It appears most players have playtimes below 10 hours, and anyone above that is subscribed, which is intriguing. Additionally, higher playtimes are more common among younger people (age > 30), emphasizing the importance of scaling and centering the data.

In [None]:
#cut out extreme outliers to provide better visual of data points
playtime_age_plot_better_visual <- playtime_age_plot +
    ylim(0, 4.5) +
    labs(title = "Age of player vs. average hours played in game (edited)")
playtime_age_plot_better_visual


To start off, we will analyze whether age is a good predictor of subscription status. To do this I will split the data with 75% going to training and 25% going to testing, with the strata being the age.

In [None]:
players_split <- initial_split(players, prop = 0.75, strata = subscribe)  
players_train <- training(players_split)   
players_test <- testing(players_split)

Made a recipe for predicting subscribe based on age.

In [None]:
players_recipe <- recipe(subscribe ~ age + played_hours, data = players_train) |>
    step_scale(all_predictors()) |>
    step_center(all_predictors()) 


Made the model specification, a knn model for classification.

In [None]:
knn_tune <- nearest_neighbor(weight_func = "rectangular", neighbors = tune()) |>
      set_engine("kknn") |>
      set_mode("classification")

Made the workflow for tuning the model, collected the metrics, and found the best value of k.

In [None]:
players_vfold <- players_train |>
    vfold_cv(v = 5, strata = subscribe)

k_vals <- tibble(neighbors = seq(from = 1, to = 116, by = 1))

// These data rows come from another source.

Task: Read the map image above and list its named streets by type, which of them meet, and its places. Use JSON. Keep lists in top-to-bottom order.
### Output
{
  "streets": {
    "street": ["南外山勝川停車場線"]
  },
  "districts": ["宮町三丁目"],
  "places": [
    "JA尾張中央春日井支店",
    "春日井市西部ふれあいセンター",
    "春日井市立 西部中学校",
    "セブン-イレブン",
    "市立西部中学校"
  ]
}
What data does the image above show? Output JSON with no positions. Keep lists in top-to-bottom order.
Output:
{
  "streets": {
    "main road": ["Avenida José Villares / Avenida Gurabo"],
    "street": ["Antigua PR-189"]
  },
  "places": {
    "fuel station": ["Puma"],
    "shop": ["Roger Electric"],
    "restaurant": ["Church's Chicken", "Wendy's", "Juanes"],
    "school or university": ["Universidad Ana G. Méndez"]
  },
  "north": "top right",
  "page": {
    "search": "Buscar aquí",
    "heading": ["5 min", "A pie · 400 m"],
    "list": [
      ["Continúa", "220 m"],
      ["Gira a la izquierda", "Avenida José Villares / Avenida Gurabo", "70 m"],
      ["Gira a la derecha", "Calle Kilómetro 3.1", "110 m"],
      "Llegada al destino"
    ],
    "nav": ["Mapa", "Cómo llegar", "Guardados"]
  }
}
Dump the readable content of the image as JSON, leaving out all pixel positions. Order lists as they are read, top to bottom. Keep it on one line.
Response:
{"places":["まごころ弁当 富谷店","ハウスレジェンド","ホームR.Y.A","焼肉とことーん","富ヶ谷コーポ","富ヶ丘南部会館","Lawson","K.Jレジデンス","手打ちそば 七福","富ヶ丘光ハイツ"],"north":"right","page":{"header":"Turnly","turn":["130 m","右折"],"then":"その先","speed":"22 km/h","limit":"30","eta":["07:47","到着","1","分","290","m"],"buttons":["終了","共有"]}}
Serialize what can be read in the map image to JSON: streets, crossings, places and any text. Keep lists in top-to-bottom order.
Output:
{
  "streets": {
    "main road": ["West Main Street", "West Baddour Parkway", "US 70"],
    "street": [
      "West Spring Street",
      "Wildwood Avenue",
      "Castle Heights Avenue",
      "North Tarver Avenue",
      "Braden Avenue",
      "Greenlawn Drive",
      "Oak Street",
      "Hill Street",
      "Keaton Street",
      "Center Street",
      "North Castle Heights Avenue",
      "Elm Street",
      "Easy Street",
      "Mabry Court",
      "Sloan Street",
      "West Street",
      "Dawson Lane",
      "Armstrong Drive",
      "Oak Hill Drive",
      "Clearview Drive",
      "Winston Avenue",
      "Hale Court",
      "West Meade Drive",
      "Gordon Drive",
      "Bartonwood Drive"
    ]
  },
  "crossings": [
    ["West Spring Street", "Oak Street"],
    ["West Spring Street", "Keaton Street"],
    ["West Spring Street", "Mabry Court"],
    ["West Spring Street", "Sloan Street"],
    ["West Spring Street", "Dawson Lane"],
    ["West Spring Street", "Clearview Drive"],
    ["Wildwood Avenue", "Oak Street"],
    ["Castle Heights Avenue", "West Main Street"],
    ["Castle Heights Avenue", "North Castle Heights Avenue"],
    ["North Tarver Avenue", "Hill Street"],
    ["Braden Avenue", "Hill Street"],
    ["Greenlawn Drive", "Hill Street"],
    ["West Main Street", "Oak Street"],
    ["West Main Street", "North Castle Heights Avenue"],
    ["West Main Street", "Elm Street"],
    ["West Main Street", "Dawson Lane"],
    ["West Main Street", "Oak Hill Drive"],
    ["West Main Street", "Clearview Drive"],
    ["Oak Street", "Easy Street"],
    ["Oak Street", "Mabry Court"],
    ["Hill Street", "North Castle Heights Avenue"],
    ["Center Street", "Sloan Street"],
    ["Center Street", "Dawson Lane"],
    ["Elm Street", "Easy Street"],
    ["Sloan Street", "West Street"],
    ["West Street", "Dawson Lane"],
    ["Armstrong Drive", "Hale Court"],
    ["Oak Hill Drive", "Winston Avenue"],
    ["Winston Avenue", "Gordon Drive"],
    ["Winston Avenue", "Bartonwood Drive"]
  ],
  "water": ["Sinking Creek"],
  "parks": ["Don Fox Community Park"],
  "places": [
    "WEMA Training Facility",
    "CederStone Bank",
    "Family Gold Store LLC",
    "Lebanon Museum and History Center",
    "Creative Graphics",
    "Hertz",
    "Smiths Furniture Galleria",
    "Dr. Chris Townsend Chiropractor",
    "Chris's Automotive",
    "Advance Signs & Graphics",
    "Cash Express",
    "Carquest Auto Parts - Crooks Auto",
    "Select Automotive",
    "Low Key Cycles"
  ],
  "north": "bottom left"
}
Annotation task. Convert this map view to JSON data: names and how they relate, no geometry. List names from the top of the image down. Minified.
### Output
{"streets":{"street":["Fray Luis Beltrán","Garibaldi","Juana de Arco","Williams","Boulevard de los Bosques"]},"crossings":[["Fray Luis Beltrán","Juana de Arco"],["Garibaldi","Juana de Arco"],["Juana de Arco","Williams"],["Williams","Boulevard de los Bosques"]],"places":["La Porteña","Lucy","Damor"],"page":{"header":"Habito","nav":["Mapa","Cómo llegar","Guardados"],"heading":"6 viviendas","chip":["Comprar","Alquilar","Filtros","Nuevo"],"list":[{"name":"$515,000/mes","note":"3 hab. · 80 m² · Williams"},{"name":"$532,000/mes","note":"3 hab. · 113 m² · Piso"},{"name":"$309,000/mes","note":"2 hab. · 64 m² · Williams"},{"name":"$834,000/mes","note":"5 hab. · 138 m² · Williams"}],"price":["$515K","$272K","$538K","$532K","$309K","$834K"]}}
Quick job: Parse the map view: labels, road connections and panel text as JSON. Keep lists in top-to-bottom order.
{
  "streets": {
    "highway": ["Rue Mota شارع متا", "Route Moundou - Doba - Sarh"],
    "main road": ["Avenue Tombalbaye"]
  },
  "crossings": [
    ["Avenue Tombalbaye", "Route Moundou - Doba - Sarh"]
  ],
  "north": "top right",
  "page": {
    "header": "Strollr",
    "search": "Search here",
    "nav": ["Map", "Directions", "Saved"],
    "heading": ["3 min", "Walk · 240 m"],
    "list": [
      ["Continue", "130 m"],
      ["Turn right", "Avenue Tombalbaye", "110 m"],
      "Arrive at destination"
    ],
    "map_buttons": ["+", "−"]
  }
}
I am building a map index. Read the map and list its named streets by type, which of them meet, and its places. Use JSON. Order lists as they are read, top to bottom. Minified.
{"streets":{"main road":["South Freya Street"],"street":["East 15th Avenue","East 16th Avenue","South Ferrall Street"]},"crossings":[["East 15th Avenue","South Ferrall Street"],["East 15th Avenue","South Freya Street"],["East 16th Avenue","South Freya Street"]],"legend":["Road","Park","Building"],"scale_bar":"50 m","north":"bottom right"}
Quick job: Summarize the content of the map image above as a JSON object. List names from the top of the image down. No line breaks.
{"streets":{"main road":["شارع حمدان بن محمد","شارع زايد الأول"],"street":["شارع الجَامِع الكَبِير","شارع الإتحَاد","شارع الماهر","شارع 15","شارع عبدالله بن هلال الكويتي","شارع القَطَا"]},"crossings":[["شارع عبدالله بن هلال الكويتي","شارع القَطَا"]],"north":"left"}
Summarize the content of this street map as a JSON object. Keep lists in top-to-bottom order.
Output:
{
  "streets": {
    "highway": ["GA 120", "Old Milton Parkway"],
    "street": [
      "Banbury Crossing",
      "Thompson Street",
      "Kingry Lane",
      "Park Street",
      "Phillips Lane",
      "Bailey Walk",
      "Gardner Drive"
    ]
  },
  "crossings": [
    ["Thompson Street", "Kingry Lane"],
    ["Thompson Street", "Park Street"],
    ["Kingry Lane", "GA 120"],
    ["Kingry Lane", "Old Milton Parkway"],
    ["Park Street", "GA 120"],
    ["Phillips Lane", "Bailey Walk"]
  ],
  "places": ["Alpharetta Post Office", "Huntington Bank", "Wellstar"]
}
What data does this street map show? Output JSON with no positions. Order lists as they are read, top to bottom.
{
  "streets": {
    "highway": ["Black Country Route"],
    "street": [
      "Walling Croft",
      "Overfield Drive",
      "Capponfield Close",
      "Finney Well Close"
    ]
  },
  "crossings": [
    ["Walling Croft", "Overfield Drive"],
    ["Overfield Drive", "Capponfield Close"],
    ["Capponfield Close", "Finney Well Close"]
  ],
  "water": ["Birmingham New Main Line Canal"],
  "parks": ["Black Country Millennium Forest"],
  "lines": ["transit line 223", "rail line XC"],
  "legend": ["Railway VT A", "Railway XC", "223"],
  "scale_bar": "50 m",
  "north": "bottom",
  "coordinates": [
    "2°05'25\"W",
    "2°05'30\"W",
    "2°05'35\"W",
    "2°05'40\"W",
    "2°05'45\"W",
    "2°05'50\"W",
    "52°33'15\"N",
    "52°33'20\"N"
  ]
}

knn_results <- workflow() |>
      add_recipe(players_recipe) |>
      add_model(knn_tune) |>
      tune_grid(resamples = players_vfold, grid = k_vals) |>
      collect_metrics()
knn_results



Now we will get the best k value in terms of accuracy. This can also be plotted as a visualization.

In [None]:
best_k <- knn_results |>
    filter(.metric == "accuracy") |>
    slice_max(order_by = mean, n = 1)
best_k

best_k_plot <- knn_results |>
    filter(.metric == "accuracy") |>
    ggplot(aes(x = neighbors, y = mean)) +
    geom_point() +
    geom_line() +
    labs(x = "K value (1 to 28)", y = "Percent Accuracy of Model", title = "K Values vs Accuracy")
best_k_plot

From this data,the best k value appears to be k = 20.

In [None]:
knn_spec <- nearest_neighbor(weight_func = "rectangular", neighbors = 20) |>
      set_engine("kknn") |>
      set_mode("classification")

In [None]:
players_fit <- workflow() |>
    add_recipe(players_recipe) |>
    add_model(knn_spec) |>
    fit(data = players_train)

Now we need to get the accuracy of the model on the testing set.

In [None]:
model_accuracy <- predict(players_fit, players_test) |>
    bind_cols(players_test) |>
    metrics(truth = subscribe, estimate = .pred_class) |>
    head(1) |>
    pull()
model_accuracy

Our accuracy with the model trained on age, is 77.5%. This is greater than 55%, thus age is a good predictor of subscription status.